18 June 2012

Tanzania: Good Infrastructure to Boost Taxes - MPs

Dodoma — TANZANIA will continue to lose revenues through tax incentives unless the government invests heavily in the improvement of the country's infrastructure to create conducive business environment.

Members of Parliament said here on Sunday that tax incentives to local and foreign investors were inevitable under the current situation, which they described as unfriendly to business.

They were debating a report by Policy Forum on tax incentives and revenue losses in Tanzania, which shows that the country losses tax revenues amounting to six per cent of Gross Domestic Product, with beneficiaries being a small group of foreign investors.

"I can hardly see an alternative to tax incentives due to our harsh business environment...poor and bureaucratic services, erratic power supply and poor roads are big disincentives to investors," charged Mr Ezekia Wenje (Nyamagana -Chadema).

He argued that the alternative was to put in place smooth and friendly business environment that would easily attract investors into the country without necessarily seducing them through tax holidays, that deny the government massive tax revenues.

Another legislator, Ms Sabreena Sungura (Special Seats - Chadema), cited Kigoma, saying although the region has developed a Special Economic Zone (SEZ, investors would hardly invest. "Poor infrastructure is the root cause of excessive tax incentives to investors...which investor would invest in Kigoma, for instance, where there is no any reliable means of transport," queried Ms Sungura.

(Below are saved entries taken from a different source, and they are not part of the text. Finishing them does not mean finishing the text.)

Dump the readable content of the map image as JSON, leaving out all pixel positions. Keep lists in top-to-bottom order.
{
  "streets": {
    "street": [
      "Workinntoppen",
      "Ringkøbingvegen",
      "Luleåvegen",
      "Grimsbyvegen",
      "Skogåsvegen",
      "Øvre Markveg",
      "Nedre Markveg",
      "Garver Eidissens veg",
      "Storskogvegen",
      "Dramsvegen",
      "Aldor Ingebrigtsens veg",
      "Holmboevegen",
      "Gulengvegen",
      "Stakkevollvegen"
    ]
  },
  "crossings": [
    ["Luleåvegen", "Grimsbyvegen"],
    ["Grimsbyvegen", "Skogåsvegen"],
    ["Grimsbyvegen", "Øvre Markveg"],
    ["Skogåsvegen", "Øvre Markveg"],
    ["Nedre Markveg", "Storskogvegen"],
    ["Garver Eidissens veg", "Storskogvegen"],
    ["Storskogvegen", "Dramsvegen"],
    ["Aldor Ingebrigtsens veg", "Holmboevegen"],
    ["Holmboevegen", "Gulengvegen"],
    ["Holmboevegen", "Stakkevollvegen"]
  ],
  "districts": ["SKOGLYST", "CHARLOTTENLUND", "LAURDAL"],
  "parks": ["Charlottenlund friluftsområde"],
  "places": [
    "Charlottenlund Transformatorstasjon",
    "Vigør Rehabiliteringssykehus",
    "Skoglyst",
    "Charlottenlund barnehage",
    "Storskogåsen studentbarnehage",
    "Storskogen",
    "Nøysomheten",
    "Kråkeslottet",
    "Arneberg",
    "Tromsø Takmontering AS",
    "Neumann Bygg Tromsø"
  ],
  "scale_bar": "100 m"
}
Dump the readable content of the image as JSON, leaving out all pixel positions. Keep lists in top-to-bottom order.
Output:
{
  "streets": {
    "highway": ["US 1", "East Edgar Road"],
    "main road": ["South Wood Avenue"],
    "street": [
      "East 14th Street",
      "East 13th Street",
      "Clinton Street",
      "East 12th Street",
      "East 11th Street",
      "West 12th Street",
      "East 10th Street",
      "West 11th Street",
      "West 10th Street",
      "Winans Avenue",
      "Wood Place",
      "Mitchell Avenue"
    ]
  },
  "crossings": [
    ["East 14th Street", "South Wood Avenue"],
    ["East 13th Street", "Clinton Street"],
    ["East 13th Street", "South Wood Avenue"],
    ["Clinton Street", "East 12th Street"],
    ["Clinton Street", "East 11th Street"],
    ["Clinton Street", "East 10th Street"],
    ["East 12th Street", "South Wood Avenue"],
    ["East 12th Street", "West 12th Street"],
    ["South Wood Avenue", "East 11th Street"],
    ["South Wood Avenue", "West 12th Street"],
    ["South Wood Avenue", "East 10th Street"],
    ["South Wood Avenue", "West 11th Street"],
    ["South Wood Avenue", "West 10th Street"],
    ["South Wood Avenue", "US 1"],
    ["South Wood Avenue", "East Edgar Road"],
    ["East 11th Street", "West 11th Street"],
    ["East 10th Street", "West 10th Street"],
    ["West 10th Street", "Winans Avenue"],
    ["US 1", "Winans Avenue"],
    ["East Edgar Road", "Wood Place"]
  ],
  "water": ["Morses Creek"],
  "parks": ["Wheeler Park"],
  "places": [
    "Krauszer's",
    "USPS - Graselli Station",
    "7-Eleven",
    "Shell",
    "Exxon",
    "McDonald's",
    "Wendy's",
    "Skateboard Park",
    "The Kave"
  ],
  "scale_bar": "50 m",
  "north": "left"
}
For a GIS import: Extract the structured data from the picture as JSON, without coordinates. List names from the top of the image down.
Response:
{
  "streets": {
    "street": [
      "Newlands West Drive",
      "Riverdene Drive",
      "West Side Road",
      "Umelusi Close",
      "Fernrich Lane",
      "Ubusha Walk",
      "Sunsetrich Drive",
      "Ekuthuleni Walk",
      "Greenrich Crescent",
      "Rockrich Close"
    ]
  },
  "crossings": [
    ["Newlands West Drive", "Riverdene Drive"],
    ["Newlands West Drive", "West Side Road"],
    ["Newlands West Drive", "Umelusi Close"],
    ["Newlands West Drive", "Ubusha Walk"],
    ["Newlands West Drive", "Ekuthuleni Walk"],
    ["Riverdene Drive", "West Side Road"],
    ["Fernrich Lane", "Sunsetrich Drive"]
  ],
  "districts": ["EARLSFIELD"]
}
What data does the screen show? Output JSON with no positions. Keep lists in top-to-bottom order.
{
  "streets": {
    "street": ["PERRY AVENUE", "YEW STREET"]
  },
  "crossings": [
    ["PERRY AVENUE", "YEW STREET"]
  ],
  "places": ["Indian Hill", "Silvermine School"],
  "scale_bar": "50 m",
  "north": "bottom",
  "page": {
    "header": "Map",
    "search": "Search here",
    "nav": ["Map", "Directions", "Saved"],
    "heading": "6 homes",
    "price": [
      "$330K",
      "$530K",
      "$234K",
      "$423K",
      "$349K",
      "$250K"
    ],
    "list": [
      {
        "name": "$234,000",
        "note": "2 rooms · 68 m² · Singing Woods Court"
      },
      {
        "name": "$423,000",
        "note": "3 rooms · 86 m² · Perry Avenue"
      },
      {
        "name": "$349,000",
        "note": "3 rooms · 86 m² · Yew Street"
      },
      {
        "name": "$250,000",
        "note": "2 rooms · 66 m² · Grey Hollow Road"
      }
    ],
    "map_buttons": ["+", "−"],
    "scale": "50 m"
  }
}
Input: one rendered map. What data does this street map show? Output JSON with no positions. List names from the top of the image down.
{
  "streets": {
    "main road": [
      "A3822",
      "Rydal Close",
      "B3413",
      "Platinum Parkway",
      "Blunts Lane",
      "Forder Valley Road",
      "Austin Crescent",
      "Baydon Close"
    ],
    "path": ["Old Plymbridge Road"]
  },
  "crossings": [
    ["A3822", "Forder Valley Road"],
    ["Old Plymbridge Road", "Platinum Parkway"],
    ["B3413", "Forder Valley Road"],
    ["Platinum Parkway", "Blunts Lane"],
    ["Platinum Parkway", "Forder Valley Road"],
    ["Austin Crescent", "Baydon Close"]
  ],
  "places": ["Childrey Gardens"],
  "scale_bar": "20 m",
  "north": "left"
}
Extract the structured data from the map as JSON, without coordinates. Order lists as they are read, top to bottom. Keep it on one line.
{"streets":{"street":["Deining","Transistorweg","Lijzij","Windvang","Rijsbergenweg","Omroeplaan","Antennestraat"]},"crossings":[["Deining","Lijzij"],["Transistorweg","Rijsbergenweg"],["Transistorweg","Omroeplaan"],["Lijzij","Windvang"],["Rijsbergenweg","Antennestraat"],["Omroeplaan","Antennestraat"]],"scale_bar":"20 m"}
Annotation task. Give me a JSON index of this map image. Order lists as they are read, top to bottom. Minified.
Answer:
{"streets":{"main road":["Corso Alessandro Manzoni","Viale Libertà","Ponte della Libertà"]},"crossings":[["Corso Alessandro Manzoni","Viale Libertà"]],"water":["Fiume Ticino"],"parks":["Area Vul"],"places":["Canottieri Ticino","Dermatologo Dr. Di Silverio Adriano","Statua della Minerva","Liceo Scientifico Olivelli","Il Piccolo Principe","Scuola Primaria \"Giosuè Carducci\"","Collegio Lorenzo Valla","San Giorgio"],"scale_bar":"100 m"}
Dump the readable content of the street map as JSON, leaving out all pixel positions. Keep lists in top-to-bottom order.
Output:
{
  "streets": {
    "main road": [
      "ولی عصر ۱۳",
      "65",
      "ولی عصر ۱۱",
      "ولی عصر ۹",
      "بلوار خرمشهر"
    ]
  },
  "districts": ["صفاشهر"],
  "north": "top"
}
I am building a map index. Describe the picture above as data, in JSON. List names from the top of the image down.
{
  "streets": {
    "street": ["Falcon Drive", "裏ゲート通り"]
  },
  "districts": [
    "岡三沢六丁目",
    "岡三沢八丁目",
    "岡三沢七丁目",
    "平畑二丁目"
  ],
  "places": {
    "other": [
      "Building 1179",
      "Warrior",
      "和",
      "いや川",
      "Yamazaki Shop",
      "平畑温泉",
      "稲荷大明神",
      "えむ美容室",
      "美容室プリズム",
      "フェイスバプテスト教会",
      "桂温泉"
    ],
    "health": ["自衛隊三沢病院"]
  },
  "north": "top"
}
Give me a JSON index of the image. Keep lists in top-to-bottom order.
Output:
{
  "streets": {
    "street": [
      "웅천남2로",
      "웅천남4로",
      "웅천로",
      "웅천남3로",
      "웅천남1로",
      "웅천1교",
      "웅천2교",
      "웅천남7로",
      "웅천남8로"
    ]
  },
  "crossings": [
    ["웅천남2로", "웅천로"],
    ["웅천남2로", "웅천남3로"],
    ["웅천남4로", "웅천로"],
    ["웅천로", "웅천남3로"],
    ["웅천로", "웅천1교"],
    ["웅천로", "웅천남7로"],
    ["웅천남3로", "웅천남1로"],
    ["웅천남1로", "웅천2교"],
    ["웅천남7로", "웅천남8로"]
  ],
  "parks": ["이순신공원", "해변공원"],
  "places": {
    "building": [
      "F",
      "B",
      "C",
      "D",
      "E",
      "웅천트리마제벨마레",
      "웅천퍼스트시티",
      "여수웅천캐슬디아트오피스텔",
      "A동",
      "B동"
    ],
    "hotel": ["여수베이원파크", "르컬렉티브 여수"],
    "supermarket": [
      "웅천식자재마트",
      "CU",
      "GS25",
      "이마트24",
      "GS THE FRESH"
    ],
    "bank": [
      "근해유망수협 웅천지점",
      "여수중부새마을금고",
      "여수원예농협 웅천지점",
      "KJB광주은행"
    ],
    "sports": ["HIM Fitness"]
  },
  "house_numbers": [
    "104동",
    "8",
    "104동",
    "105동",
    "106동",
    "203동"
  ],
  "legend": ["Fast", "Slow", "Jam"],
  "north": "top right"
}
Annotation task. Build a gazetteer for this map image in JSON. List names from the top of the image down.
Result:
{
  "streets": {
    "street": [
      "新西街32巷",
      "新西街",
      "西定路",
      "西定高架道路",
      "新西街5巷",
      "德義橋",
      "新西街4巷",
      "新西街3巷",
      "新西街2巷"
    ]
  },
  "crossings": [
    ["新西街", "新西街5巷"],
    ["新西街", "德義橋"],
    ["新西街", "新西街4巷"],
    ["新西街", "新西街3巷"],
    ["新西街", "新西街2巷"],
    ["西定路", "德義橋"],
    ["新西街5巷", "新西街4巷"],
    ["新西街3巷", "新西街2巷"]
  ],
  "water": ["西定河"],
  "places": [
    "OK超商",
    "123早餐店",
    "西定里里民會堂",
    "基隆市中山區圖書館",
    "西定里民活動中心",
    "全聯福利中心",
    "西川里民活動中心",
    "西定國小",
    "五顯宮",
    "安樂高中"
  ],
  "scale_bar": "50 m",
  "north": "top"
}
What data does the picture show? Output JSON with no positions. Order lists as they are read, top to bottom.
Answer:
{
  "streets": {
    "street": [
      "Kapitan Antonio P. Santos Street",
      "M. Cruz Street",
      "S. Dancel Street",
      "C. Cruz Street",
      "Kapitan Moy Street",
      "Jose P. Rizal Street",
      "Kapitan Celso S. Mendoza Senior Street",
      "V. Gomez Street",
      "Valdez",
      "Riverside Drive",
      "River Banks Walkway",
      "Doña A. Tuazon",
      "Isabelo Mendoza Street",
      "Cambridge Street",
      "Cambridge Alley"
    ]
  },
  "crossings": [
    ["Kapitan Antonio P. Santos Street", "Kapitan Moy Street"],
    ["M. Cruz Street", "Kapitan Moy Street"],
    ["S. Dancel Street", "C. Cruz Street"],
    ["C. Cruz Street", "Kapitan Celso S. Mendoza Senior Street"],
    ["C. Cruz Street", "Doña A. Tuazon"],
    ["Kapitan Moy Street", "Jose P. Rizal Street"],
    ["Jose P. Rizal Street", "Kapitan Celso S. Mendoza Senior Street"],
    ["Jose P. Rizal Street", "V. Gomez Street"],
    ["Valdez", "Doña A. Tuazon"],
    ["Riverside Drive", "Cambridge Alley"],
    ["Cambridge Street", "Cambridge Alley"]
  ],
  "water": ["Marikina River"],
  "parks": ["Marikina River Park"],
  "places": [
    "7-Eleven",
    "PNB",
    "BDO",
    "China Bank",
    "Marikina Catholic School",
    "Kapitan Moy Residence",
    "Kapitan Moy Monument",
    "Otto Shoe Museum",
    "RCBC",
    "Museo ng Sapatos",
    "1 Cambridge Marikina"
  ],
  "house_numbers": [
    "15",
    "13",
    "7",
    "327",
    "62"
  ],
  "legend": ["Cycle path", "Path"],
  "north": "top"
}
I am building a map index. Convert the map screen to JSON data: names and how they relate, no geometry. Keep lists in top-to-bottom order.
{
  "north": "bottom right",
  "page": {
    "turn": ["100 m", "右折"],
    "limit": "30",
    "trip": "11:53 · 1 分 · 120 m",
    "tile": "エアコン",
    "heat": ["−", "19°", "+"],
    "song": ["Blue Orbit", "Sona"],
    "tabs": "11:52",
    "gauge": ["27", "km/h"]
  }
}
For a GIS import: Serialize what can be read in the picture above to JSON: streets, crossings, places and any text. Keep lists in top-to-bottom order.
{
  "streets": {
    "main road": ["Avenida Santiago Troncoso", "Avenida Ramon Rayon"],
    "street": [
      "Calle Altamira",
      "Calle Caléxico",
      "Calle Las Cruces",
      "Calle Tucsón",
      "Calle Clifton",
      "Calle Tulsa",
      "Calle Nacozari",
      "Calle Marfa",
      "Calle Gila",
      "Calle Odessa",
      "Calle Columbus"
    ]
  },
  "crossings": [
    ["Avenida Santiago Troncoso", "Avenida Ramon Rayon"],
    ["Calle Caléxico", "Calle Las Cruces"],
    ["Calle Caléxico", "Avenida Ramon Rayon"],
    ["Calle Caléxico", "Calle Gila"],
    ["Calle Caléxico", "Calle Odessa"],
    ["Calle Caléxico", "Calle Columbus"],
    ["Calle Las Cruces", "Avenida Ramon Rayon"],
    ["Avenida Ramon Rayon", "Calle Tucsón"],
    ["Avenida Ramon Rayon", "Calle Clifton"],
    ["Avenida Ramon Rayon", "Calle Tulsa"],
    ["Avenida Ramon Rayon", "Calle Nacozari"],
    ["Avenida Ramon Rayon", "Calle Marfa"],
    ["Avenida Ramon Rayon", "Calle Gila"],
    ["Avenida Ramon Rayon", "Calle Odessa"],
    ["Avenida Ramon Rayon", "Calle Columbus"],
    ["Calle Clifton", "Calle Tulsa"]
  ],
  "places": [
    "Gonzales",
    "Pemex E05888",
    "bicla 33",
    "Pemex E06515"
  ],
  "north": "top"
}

She, however, decried the system under which incentives were provided, saying the system itself was providing loopholes for corruption. The lawmaker faulted the system of entrusting the minister with the sensitive responsibility of awarding incentives to applicants.

The MPs decried massive tax evasion on top of incentives, charging that the country has great potentials of collecting high taxes and running its affairs independently. Dr Titus Kamani (Busega - CCM) said multiple taxes were discouraging tax compliance.

Presenting a report, Dr Ernest Ngowi said tax incentives narrow the tax base, citing the 2008 annual report by Tanzania Revenue Authority (TRA) that showed only 39 large taxpayers contributed about 80 per cent of the country's tax revenues.

The revenue collection agency further claims that out of 15 million potential taxpayers, only 1.6 million pay taxes. The informal sector that accounts for between 40 and 60 per cent of GDP and about 70 per cent of the country's workforce goes virtually untaxed.